Well, I don’t live in China anymore.
In fact, I’m about to move to a new city (in America) for at least two years. The Husband is going to grad school, and his program lasts two years.
As I mentioned in my last post, traveling is part of who I am. That may seem silly, but it’s one of the main things I love to do. Now that I’m not living abroad and probably can’t afford a big trip any time soon, how do I hold on to that part of my identity?
Which got me thinking … what are some good ways for all of us who can’t take big trips, whatever the reason might be, to stay involved in the travel community? Because, for many of us, we are part of the travel community, and the travel community is part of us.
More blog posts about moving back to America:
What is the “travel community?”
Well, I just made up that term, but I’m sure it’s out there somewhere else. I could Google it, but that just makes things less fun.
Over the years, I’ve developed bonds with fellow travelers. I have befriended fellow expats when I’ve lived abroad. I’ve started conversations on public transportation with people who mention they’re from somewhere else. I’ve heard someone is Francophone, so I whip out my rusty French to talk to them.
It’s a community because we all have one thing in common. We’re crazy enough to spend our time, money, energy, passion on seeing the world.
So now that I’m “settling down” for a couple years, I’m determined to not lose that sense of community.

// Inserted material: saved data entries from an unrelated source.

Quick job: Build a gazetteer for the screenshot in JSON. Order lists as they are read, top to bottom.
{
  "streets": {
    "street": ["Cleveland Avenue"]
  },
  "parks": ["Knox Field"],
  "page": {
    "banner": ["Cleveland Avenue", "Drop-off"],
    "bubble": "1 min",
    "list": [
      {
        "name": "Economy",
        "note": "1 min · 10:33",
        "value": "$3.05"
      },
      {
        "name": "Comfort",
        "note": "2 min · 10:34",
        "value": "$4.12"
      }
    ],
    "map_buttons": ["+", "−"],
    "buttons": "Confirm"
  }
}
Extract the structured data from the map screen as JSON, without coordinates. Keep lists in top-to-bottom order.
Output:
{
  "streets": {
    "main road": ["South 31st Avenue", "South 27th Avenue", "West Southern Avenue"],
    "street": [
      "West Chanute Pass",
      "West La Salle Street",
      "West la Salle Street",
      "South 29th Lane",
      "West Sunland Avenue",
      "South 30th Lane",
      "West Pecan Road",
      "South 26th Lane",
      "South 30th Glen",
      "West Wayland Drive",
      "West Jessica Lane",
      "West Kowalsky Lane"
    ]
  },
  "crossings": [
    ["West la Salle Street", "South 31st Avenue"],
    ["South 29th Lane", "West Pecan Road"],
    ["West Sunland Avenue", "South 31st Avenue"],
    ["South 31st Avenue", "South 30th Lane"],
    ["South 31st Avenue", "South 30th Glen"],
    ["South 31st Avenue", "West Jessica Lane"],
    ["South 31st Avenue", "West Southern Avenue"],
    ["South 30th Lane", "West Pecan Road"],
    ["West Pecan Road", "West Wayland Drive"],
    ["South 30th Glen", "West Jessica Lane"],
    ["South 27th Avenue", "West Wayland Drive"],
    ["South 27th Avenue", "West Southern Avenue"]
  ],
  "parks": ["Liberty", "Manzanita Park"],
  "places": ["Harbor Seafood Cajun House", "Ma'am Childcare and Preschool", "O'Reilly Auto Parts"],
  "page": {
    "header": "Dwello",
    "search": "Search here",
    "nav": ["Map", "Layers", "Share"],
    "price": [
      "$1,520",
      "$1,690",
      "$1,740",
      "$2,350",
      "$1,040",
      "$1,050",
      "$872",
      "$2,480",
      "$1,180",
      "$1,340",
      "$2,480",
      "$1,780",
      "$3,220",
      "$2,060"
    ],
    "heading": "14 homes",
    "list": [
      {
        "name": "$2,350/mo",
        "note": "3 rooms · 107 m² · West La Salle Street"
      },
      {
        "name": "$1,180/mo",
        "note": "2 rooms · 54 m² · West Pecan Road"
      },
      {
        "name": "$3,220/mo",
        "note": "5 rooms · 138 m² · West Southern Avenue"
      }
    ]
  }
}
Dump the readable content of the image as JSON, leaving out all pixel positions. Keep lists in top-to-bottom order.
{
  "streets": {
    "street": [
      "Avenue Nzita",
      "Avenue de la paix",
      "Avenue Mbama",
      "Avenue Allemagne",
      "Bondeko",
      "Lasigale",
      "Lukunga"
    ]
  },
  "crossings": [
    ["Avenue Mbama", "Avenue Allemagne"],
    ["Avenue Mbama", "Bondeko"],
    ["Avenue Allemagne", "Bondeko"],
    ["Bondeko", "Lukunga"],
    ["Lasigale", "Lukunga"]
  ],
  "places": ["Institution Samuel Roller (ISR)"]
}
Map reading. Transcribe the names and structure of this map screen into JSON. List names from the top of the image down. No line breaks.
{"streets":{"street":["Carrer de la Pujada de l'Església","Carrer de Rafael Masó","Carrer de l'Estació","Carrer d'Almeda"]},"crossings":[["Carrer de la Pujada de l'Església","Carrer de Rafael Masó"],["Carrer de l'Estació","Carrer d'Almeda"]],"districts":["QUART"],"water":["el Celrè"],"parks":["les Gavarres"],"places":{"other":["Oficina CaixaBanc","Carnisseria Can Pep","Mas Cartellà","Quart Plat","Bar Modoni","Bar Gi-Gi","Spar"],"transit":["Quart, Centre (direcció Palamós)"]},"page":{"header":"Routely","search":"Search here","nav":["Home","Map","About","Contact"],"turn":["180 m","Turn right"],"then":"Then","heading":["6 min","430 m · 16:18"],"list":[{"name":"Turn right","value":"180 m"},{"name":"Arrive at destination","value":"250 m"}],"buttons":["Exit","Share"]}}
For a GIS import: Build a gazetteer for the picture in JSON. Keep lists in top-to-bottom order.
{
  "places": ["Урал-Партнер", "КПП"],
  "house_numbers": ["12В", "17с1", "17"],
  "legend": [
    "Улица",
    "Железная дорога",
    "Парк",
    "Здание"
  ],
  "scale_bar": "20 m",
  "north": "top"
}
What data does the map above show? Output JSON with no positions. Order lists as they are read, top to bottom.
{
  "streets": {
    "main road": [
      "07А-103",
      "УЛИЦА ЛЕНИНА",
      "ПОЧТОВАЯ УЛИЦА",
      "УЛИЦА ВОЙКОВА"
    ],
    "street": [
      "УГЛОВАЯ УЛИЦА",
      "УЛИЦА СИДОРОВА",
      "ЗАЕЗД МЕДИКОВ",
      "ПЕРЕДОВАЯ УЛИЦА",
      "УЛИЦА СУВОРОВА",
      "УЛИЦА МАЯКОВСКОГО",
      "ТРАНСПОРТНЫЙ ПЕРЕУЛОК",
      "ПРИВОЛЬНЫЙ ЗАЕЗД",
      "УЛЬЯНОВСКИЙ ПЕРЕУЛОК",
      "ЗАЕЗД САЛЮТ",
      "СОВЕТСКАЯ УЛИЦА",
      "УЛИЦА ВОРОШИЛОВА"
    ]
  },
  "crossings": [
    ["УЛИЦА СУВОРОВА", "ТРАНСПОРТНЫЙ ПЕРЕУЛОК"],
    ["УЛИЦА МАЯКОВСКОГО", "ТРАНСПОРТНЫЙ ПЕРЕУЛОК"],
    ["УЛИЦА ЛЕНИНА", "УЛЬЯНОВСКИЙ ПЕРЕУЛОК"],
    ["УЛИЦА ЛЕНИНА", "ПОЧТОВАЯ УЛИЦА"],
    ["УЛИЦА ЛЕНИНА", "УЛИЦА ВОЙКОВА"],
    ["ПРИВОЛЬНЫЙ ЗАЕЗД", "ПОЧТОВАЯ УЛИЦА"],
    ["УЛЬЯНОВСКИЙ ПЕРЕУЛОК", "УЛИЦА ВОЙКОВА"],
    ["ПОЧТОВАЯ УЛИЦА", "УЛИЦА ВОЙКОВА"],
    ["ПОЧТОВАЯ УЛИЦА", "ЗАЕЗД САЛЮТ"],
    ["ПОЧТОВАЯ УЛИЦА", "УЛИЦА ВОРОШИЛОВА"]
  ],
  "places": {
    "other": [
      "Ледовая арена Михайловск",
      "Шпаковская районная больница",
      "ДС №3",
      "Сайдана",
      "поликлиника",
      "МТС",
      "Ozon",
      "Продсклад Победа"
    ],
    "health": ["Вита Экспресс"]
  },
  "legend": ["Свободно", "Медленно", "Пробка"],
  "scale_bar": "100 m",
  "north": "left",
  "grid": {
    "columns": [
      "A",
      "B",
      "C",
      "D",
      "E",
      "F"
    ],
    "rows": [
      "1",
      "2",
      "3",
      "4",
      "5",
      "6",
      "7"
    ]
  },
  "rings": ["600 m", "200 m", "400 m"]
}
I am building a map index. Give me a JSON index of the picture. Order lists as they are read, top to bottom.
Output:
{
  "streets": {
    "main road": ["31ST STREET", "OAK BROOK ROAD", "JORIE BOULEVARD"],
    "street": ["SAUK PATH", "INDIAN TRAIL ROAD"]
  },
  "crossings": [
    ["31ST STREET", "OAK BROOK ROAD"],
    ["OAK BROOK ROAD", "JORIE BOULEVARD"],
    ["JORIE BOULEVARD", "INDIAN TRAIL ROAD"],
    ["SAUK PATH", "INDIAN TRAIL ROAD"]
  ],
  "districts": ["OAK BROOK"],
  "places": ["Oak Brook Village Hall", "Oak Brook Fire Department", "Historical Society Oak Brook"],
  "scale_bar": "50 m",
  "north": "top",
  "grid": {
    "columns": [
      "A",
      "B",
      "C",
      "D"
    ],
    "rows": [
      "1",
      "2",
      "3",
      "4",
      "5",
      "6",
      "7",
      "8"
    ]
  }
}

There are many ways to get in touch with it, and here’s what I’m thinking:
This was actually The Husband’s idea.
Once we get settled in and get to know our new city, we’re interested in opening our home to fellow travelers. I’ve never used Couchsurfing before, but I recently created an account.
Originally, the idea made me nervous. But the website has a good reputation, and the company has made an effort to help you weed out people who make you uncomfortable.
And I’d love to show some travelers around! I have always appreciated it when locals have taken the time to give me tips or introduce me to a hidden gem in a city.
If you also want to get in on providing/receiving free accommodation, you can make an account here.
2. Tiny Trips
As much as I wish I could, I might not be backpacking around Eastern Europe or trekking the John Muir Trail anytime soon.
But I can still take small trips.
I’m sure I’ll make the occasional trips back to Arkansas and Atlanta, where my families live.
My friends and I are talking about a “girls trip” sometime soon.
And there are so many cool cities near me. Savannah, Georgia. Charlotte, North Carolina. Jacksonville, Florida. The Appalachian Mountains. I hope to be able to take the occasional trip to see these places.
3. Explore my City
Next week, I move to a new city:
Sorry, not Athens, Greece, although several people have thought that’s what I meant. However, it does make me feel cool that people actually believed I would be moving to Greece! Geez, I wish.
But I really like Athens, and I want to be intentional about exploring the area. It’s a cool city, but small and compact. I’m PUMPED to start exploring.
The area has a good bar selection, as well as restaurants serving cuisine from all over the world. I’m ready to eat some crepes, Jamaican jerk chicken, pho … The list goes on.
Of course, eating out is expensive, and we will majorly be on a budget. For this reason, I’ll lean on cheap/free options, which will probably lead me outdoors. And that’s fun, because I love a good hike!
I also might finally try out Meetups, which is just a website where you can join groups and meet up around town, both to try new activities and to meet new people.
Anyone have any suggestions for getting the most out of Athens?
4. Teach ESL
Right now, I’ve been hired by a company to tutor online. While this won’t be my main source of income, it could be a good side gig to pick up every once in a while.
One of the subjects I’ve been approved to teach is English as a Second Language, which is what I taught in China.
While I was in China, a couple people approached me about teaching Chinese students online once the new semester starts in September.
These are just options, and who knows, they may not pan out. But it would be nice to continue interacting with foreign students with a hunger to learn English.
Fellow travelers, how do you stay involved in the travel community when you’re home?